„Das kann doch nicht so weitergehen“
Die Dehoga-Hauptgeschäftsführerin erwartet vom Gipfel mit Wirtschaftsminister Altmaier (CDU) eine klare Perspektive für die Öffnung der Gastronomie.
Die Hauptgeschäftsführerin des Hotel- und Gaststättenverbandes (Dehoga), Ingrid Hartges, sieht ihre Branche vor dem Kollaps, sollte es nicht bald zu einer Öffnungsperspektive kommen.
Frau Hartges, wie ist die Stimmungslage in Ihrer Branche?
HARTGES Verheerend. Seit dem 2. November sind Gaststätten und Hotels praktisch geschlossen. Nimmt man den ersten Lockdown im vergangenen Frühjahr hinzu, dann werden das insgesamt sechs Monate Ende Februar sein. Nach einer aktuellen Umfrage unseres Verbandes stecken fast 65 Prozent der Betriebe
in existenziellen Nöten, und jedes vierte Unternehmen denkt über eine Betriebsaufgabe nach. Besonders frustrierend und inakzeptabel ist, dass unsere Branche beim letzten Bund-Länder-Treffen in der vergangenen Woche nicht einmal erwähnt wurde.

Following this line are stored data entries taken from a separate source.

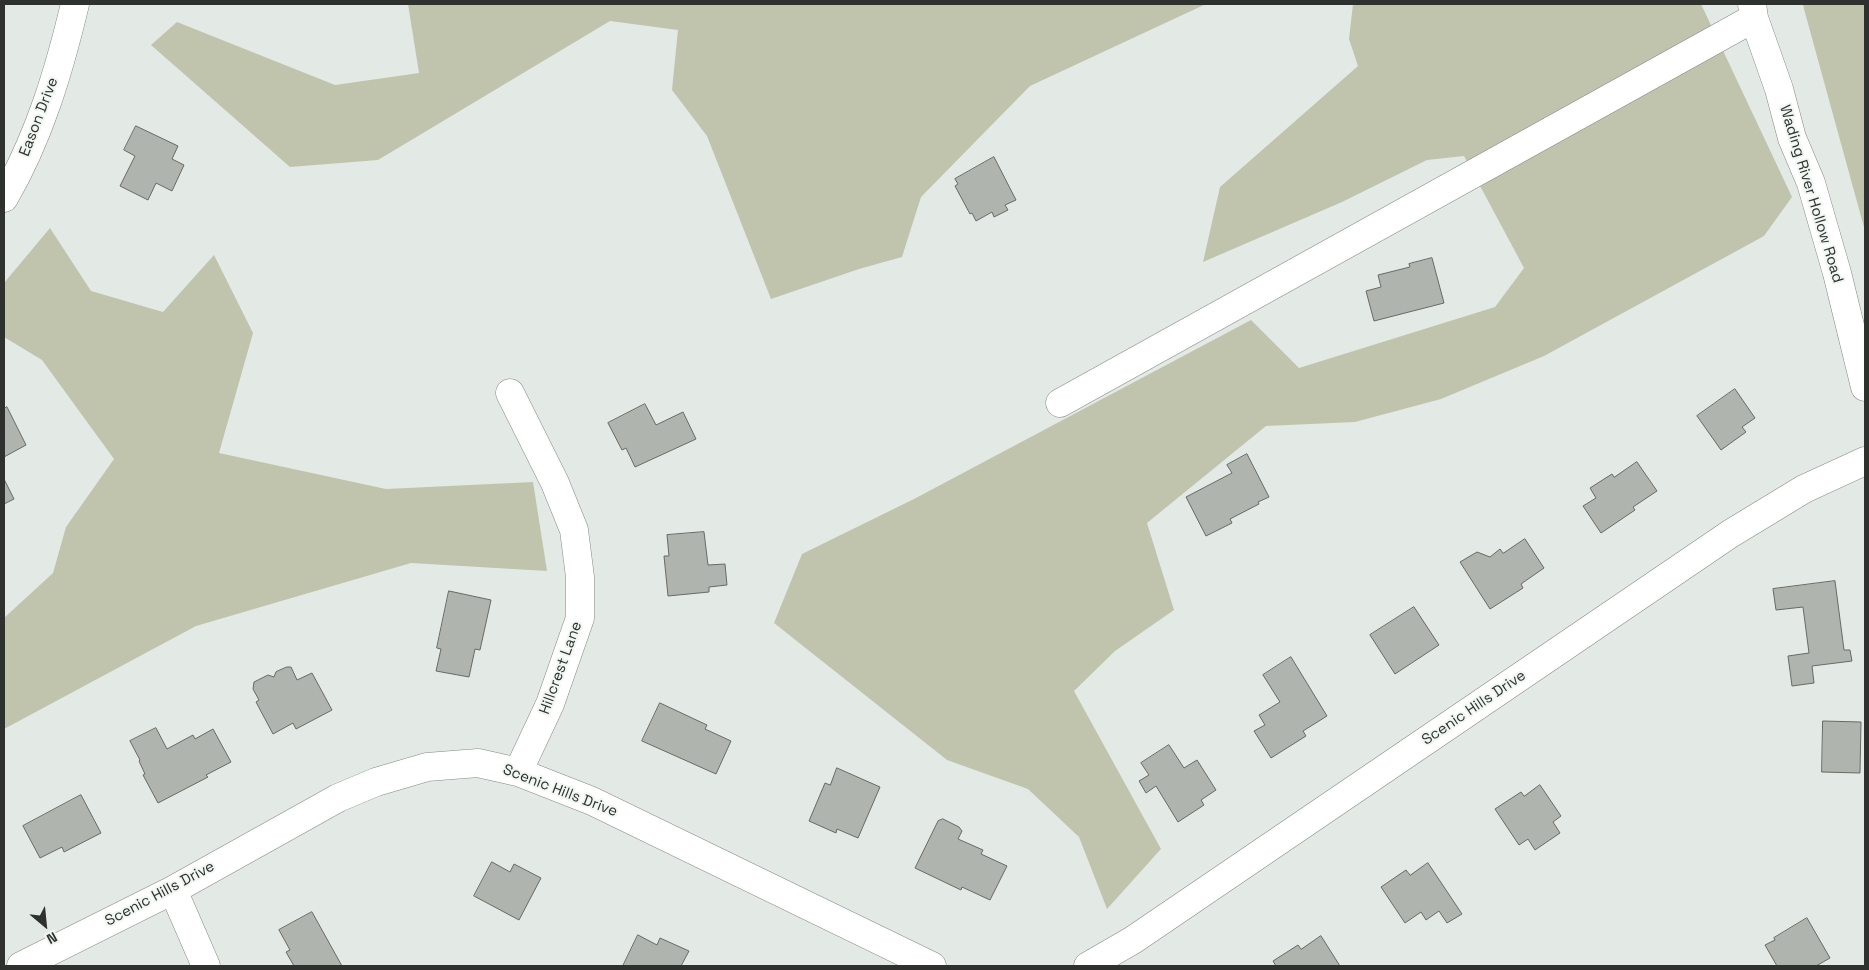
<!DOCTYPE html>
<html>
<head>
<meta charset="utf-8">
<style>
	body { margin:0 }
	#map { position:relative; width:1869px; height:970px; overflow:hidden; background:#e3e9e4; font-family:"Space Grotesk",sans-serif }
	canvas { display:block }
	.frame { position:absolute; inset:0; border:5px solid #2f312f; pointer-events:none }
	.north { position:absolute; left:20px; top:900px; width:50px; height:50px; -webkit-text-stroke:4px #f0f6f1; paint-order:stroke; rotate:152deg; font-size:14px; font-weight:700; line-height:20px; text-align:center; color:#2f312f }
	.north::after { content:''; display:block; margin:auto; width:18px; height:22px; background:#2f312f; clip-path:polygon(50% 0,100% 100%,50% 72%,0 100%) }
</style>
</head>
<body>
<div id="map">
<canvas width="1869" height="970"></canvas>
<div class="frame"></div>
<div class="north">N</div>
</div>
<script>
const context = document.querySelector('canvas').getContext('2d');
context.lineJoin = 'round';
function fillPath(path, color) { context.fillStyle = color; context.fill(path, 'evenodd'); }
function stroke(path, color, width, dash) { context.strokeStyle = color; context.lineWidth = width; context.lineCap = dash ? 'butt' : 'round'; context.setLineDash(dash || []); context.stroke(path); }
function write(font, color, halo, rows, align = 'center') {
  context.font = font + ' "Space Grotesk",sans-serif'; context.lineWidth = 4; context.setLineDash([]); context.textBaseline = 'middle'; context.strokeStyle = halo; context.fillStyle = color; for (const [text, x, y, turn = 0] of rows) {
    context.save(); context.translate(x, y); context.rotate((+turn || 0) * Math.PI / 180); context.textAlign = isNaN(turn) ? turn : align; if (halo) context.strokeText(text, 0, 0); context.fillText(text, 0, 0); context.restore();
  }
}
const green = new Path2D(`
	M408 4H1206L1030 86 921 197 902 257 859 269 771 299 707 136 672 90 678 30 610 21 378 160 290 167 151 45 177 22 335 85 419 73Z
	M1353 4H1701L1792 197 1764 236 1544 356 1441 399 1355 422 1266 426 1147 523 1174 610 1115 651 1074 691 1161 849 1107 909 1079 837 1028 789 947 760 774 623 802 554 914 499 1251 320 1299 368 1495 307 1524 268 1464 156 1427 160 1342 202 1203 262 1220 187 1358 66 1349 39Z
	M1803 4H1865V231L1804 9Z
	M50 228 91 291 163 312 214 255 253 333 219 453 386 489 533 482 547 571 411 563 196 626 4 729V618L53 573 66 527 114 459 42 360 4 337V283Z`);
const building = new Path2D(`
	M136 126 178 146 172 159 184 165 172 191 156 183 148 200 120 186 135 156 124 150Z
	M994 157 1016 200 1005 205 1008 210 994 217 992 212 976 221 972 213 970 214 955 186 958 184 955 179Z
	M1432 258 1444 303 1374 321 1366 291 1381 287 1378 275 1410 267 1409 264Z
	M1735 389 1755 418 1742 427 1746 432 1721 450 1697 416Z
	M645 404 656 425 683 412 696 439 635 467 626 448 622 450 608 423Z
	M7 407 26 445 4 457V409Z
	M1247 454 1269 497 1258 502 1259 504 1230 519 1232 523 1206 536 1186 497 1232 473 1227 465Z
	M1637 462 1657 491 1633 507 1635 510 1601 533 1583 506 1596 498 1590 488 1612 474 1614 477Z
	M4 479 14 499 4 504Z
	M704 532 708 565 725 564 727 585 709 587V592L668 596 664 556H669L667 535Z
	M1525 539 1544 568 1521 584 1523 588 1490 609 1460 562 1477 552 1490 557 1500 549 1503 553Z
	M1835 581 1844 650H1850L1852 661 1812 666 1814 683 1792 686 1788 656 1809 653 1803 607 1776 610 1773 589Z
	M449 591 491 600 480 650 475 649 469 677 436 671 441 649 437 648Z
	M1414 607 1439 645 1395 674 1370 635Z
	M1291 657 1327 716 1303 731 1306 736 1271 758 1254 731 1265 725 1259 715 1280 702 1263 675Z
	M287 667H291L297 680 312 673 332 710 296 729 293 723 273 734 256 702 259 700 253 689 254 682 268 675 274 677 276 672Z
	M660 703 707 725 705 729 731 741 716 774 642 741Z
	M1823 721 1861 722 1860 773 1822 772Z
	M156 728 167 749 193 735 195 739 213 729 231 762 206 775 208 777 158 803 143 775 145 774 139 761 140 760 130 741Z
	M1169 745 1184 768 1197 760 1216 790 1201 800 1204 805 1178 822 1156 786 1146 793 1139 781 1149 775 1141 763Z
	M837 768 880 787 858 838 837 829 836 833 809 821 825 783 830 785Z
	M1540 785 1561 816 1553 822 1560 833 1535 850 1528 839 1519 845 1495 809 1521 792 1524 796Z
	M81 795 101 833 64 852 62 847 40 858 23 826Z
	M943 819 959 827 962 831 958 839 983 850 981 854 1007 866 990 900 962 887 961 890 915 868 938 821Z
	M492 862 510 872 514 864 541 878 519 920 474 896Z
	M1428 863 1462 914 1447 923 1439 911 1426 920 1421 912 1405 923 1381 887 1406 870 1410 875Z
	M312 912 342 966H294L286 952 290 950 279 930Z
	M1807 918 1830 958 1816 966H1777L1765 945 1775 940 1774 938Z
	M638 935 657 945 660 938 689 951 681 966H623Z
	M1321 936 1340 966H1276L1273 961 1298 945 1301 949Z`);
const minor = new Path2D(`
	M1752 4 1754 18 1779 89 1792 138 1811 183 1837 273 1865 387
	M4 198C39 138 59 71 75 4
	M510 393 555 483 574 530 580 577V618L550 704 518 772
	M1060 403 1754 18
	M173 890 206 966
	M21 966 173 890 338 798 376 782 427 767 478 763 518 772 592 801 932 966
	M1088 966 1133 940 1730 534 1804 489 1865 461`);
const streetNames = [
	["Eason Drive",39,117,-69],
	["Wading River Hollow Road",1811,194,73],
	["Hillcrest Lane",561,668,-70],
	["Scenic Hills Drive",1474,708,-34],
	["Scenic Hills Drive",560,791,21],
	["Scenic Hills Drive",160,894,-28]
];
fillPath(green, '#c1c4ac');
fillPath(building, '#b0b4ae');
stroke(building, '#676a64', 1);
stroke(minor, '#848a85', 29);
stroke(minor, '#fff', 28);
write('15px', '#2f312f', '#f0f6f1', streetNames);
</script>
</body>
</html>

Aber Bund und Länder haben Milliarden-Hilfspakete geschnürt.
HARTGES Ja, aber die Auszahlung dauert viel zu lange. Allein die Novemberhilfe ist bei einem Drittel unserer Betriebe noch nicht angekommen, und die Dezemberhilfe lässt für 75 Prozent der Betriebe teilweise oder komplett auf sich warten. Die Unternehmen mussten ja die Mieten oder Pachten vorstrecken. Genauso wie die Personalkosten. Das Kurzarbeitergeld wird erst zeitversetzt erstattet. Das heißt, die Liquiditätsengpässe sind akut.
Was ist mit der Überbrückungshilfe III, mit denen Fixkosten teils ausgeglichen werden sollen? Hier gab es ja schon Abschlagszahlungen.
HARTGES Seit letzter Woche Mittwoch kann sie beantragt werden, Abschlagszahlungen sollen noch im Februar erfolgen. Aber diese Hilfe muss dringend nachjustiert werden. Noch immer ist zum Beispiel kein Unternehmerlohn vorgesehen. Außerdem ist es so, dass für Betriebe ab 50 Mitarbeiter nur 70 Prozent der Fixkosten erstattet werden. Über eine längere Durstrecke ist das nicht ausreichend.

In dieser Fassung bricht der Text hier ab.